> _DIRECTIONS_: Please print the entries below exactly, from the line with "Map reading. Read" through the line with "Annotation task. Describe", including both of those lines and leaving out all others.

> _INPUT_:
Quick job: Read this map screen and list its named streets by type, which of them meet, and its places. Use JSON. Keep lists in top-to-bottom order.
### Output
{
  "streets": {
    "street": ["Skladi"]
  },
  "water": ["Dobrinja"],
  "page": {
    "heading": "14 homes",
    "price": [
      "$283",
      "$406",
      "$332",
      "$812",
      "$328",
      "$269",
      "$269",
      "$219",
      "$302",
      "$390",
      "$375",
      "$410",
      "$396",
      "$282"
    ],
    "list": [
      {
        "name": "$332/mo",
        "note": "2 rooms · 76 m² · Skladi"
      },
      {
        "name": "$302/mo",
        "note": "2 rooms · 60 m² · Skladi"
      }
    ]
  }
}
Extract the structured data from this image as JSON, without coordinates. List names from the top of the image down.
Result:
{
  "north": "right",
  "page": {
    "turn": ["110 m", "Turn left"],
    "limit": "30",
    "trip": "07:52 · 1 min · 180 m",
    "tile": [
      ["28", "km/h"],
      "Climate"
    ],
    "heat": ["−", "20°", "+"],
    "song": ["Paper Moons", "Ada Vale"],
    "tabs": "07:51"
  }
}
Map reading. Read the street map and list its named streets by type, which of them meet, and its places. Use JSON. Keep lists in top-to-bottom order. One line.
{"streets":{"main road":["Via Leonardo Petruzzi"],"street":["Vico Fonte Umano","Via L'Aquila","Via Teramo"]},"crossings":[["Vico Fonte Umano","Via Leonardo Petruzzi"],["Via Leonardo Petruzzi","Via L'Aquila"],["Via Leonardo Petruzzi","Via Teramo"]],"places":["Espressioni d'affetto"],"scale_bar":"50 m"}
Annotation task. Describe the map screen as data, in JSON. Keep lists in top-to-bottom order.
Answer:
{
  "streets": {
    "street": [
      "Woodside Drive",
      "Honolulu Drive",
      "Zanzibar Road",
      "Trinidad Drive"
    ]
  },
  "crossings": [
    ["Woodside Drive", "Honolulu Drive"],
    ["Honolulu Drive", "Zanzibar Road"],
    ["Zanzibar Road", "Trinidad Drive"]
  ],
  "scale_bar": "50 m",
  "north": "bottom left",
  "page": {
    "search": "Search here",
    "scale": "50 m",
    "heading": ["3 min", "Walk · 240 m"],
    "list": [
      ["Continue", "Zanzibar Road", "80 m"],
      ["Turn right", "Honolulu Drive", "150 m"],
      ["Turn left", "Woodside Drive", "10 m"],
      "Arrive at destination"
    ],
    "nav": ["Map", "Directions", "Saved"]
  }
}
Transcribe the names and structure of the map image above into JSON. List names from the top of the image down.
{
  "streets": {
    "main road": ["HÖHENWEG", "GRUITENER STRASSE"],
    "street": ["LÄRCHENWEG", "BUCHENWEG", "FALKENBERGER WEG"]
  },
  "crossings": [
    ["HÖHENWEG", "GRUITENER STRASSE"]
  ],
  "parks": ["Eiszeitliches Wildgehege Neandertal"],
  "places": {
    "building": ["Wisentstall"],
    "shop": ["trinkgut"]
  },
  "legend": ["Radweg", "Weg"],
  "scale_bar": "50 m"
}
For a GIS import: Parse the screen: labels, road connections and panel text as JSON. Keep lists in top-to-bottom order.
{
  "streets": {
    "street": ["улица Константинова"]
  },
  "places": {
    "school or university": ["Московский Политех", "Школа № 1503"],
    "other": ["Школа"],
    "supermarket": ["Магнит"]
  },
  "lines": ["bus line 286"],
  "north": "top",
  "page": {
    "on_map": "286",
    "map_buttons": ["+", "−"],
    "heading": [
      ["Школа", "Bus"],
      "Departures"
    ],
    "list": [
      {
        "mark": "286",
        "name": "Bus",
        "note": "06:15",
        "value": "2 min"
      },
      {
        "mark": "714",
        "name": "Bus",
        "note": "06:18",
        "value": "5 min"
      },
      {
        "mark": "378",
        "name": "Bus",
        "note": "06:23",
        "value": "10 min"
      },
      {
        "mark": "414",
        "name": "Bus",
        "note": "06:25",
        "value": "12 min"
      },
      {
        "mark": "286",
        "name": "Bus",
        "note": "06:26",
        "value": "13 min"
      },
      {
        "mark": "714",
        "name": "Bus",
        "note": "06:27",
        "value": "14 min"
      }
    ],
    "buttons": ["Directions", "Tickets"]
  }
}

> _TASK OUTPUT_:
Map reading. Read the street map and list its named streets by type, which of them meet, and its places. Use JSON. Keep lists in top-to-bottom order. One line.
{"streets":{"main road":["Via Leonardo Petruzzi"],"street":["Vico Fonte Umano","Via L'Aquila","Via Teramo"]},"crossings":[["Vico Fonte Umano","Via Leonardo Petruzzi"],["Via Leonardo Petruzzi","Via L'Aquila"],["Via Leonardo Petruzzi","Via Teramo"]],"places":["Espressioni d'affetto"],"scale_bar":"50 m"}
Annotation task. Describe the map screen as data, in JSON. Keep lists in top-to-bottom order.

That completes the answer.